Il leur  faut   transformer leurs revenus irréguliers en un flux continu de ressources afin de subvenir à leurs besoins quotidiens. Epargner est  pour eux une question de vie ou de mort. Les jours de paie,  il  leur faut   anticiper les futurs périodes de disette, d’inactivité,  de maladie,  un décès ou un mariage ou affronter les risques : la mousson en Inde, la propagation du SIDA en Afrique du Sud, les maladies infectieuses au Bangladesh. Ils épargnent chez eux,  ou chez leurs voisins pour ne pas être tentés, ou dans des associations d’épargne ou dans des institutions de microfinance, ou  quand ils en ont, rarement,  l’occasion, dans des institutions bancaires. Il leur arrive aussi de contracter une assurance maladie ou une assurance vie. Et  comme il est difficile de  trouver  des endroits sûrs pour placer son épargne,   il est fréquent, notamment chez les femmes, de placer son argent sous forme d’or. A  l’inverse  il leur arrive aussi  d’emprunter à leur famille, leur employeur, un prêteur sur gages ou une institution financière, pour créer  une activité rentable ou  faire  fructifier leur capital.  En moyenne, un foyer   très pauvre  recoure à une dizaine de différents instruments financiers par an.  Et   il lui arrive très fréquemment de  prendre un crédit pour un achat  alors qu’il  dispose déjà de l’épargne nécessaire.

Un exemple ?   Hamid et Khadija, un couple de citadins  du Bengladesh  avec un enfant qu’a suivi l’équipe de Jonathan Murdoch durant une année,    gagnent environ 70 dollars par mois (soit moins de deux dollars par personne). Leurs avoirs financiers sont de 175 dollars répartis ainsi : 76$ placés dans une assurance vie, 17$ placés dans un institut de microfinance, 8$ dans un compte informel, 2$ dans leur maison, 40$ sous forme  de prêts accordés à des connaissances, 30$ de dépôt à la « maison du village » et 2$ en liquide.

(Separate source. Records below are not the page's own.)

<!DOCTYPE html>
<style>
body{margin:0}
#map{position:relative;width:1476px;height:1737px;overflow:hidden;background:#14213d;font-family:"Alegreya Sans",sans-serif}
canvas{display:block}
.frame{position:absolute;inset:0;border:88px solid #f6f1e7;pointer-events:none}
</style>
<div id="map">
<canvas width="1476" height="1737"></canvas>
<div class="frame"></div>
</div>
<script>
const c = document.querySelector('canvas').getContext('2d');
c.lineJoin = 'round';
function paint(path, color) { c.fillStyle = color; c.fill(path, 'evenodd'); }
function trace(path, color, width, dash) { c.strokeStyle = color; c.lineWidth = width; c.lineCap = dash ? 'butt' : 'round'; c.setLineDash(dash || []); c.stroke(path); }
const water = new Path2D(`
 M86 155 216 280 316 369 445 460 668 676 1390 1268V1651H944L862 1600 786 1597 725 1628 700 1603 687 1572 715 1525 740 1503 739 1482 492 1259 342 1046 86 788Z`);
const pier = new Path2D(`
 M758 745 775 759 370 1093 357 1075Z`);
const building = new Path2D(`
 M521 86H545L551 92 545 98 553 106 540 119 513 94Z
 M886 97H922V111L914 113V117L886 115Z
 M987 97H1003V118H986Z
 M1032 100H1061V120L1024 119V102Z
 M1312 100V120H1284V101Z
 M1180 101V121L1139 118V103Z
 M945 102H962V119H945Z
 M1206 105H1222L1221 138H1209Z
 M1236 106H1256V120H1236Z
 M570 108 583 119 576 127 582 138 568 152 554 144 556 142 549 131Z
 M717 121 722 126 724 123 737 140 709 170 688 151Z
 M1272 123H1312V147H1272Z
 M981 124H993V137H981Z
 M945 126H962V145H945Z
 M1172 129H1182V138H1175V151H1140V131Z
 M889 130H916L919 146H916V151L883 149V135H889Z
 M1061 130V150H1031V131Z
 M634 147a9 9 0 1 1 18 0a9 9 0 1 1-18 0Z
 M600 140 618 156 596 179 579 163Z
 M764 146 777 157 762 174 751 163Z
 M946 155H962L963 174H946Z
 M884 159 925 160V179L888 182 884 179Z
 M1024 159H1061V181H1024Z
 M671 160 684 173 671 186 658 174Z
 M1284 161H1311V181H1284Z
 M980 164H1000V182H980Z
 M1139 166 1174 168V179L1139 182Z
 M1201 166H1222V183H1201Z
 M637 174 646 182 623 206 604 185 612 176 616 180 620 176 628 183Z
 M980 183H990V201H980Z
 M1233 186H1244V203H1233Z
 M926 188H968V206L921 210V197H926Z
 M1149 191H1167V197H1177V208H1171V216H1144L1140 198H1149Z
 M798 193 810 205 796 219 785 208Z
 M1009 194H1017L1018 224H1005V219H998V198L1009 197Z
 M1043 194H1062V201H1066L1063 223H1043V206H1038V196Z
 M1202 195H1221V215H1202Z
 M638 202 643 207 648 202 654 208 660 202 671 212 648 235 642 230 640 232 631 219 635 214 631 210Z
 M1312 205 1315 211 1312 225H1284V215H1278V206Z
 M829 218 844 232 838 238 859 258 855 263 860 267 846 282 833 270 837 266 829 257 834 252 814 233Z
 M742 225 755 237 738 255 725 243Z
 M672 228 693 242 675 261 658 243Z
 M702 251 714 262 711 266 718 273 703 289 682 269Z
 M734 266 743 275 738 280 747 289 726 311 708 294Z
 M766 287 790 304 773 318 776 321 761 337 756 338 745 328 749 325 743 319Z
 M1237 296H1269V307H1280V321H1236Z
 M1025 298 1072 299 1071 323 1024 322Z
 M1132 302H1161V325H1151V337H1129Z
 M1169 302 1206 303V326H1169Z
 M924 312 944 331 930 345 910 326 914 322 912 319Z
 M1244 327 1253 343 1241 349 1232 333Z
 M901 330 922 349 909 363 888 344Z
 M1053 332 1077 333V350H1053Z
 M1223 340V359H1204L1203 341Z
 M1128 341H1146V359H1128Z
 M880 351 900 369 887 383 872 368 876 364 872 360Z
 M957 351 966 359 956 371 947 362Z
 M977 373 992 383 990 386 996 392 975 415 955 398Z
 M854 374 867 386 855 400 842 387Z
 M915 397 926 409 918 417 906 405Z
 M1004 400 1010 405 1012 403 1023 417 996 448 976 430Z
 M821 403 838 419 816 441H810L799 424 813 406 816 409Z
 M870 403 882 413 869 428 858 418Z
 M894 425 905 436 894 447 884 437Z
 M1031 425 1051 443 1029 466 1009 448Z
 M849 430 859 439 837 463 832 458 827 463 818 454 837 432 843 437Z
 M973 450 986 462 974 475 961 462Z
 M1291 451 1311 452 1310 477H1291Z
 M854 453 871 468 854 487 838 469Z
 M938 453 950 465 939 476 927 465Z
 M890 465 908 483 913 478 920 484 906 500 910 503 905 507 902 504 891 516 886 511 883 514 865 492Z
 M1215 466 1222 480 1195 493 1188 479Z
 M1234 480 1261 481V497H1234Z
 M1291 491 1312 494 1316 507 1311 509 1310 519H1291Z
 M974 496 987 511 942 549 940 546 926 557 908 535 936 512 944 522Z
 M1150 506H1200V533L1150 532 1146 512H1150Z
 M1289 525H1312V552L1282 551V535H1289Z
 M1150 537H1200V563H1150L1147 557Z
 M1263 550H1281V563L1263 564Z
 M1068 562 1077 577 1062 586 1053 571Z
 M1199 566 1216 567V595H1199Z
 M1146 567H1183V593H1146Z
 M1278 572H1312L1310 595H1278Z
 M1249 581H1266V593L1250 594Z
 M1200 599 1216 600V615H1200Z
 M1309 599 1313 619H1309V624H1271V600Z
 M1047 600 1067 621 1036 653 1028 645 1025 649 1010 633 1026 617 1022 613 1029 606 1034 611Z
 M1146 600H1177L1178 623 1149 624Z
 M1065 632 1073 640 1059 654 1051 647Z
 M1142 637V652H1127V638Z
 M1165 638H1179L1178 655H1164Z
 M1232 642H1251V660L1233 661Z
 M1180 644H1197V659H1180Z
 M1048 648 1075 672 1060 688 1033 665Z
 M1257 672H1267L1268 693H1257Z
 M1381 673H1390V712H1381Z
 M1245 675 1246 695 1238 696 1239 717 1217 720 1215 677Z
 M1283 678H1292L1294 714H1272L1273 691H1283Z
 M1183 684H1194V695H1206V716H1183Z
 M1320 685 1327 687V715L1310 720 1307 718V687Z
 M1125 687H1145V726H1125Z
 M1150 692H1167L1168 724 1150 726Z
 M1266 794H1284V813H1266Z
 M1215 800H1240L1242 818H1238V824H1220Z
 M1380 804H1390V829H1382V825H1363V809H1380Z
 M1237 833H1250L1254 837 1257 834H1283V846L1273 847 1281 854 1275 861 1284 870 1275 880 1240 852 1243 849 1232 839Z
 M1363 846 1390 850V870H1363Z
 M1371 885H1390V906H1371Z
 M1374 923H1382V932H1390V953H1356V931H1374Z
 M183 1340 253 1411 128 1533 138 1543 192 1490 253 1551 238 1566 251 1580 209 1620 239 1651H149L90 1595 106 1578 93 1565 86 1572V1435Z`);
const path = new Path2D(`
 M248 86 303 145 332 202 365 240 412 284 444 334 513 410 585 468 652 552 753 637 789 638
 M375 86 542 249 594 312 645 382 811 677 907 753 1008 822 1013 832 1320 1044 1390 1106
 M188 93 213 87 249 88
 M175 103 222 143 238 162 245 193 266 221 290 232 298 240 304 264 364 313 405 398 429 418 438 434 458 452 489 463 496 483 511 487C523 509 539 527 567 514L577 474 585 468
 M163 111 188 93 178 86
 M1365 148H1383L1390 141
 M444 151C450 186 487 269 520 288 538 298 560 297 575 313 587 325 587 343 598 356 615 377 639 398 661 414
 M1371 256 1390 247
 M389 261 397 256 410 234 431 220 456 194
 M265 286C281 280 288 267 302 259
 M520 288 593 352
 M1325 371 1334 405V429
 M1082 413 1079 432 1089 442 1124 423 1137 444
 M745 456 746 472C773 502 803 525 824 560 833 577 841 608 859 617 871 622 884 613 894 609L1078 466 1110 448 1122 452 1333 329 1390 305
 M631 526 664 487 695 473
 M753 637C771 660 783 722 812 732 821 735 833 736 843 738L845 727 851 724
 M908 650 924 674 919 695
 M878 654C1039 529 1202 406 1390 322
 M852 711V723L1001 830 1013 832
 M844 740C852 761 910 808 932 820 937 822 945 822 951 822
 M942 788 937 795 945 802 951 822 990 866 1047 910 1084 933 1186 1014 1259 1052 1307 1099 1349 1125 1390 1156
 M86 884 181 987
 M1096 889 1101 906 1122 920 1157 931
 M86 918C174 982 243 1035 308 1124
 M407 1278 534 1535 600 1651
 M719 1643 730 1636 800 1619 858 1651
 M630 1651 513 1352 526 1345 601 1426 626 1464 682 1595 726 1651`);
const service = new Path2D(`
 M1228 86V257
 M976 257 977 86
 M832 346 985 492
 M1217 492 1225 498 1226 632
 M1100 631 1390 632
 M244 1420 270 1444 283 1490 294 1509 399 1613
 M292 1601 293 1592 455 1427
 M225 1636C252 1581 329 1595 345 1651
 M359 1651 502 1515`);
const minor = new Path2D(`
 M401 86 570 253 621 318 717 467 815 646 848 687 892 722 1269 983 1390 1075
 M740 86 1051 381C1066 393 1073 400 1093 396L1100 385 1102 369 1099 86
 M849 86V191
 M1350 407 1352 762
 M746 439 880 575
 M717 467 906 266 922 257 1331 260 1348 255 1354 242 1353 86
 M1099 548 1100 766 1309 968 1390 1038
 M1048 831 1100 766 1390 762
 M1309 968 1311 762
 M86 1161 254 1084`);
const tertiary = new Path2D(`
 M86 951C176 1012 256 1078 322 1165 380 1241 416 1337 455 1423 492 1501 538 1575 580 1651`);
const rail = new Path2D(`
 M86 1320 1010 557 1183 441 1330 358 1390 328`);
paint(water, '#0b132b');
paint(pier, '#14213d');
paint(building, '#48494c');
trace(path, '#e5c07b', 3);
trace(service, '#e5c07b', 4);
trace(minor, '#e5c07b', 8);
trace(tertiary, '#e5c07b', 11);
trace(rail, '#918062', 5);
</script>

En parallèle, leur dette financière était de 223,34$ : 153,34$   d’un emprunt   à un institut de microfinance, 14$   d’un emprunt  privé, 10$ pour le remboursement d’une avance, 20$ de placement d’épargne due, 16$ de dette chez un commerçant et 10$ consacrés à la location d’un véhicule à usage professionnel.

Les très pauvres épargnent donc plus, en proportion,  que les riches.  Et  ces trois milliards de personnes, (qui vont devenir bientôt 5 milliards quand la population mondiale  sera de 9 milliards) constitue un formidable potentiel,  auquel les  banques commencent à s’intéresser.   En Inde, le gouvernement a récemment ordonné aux banques de réduire les démarches administratives et d’éliminer le montant minimum lors de l’ouverture d’un compte. En Afrique du Sud, la création du « compte Mzansi », permet d’avoir accès à l’épargne pour un très faible coût. La crise financière le rappelle : le monde a besoin d’un système financier transparent, au service des gens et de leurs projets. Il devient très important de mettre en place des réglementations rigoureuses, pour que ne se généralise pas, à l’échelle du monde, le scandale des subprime.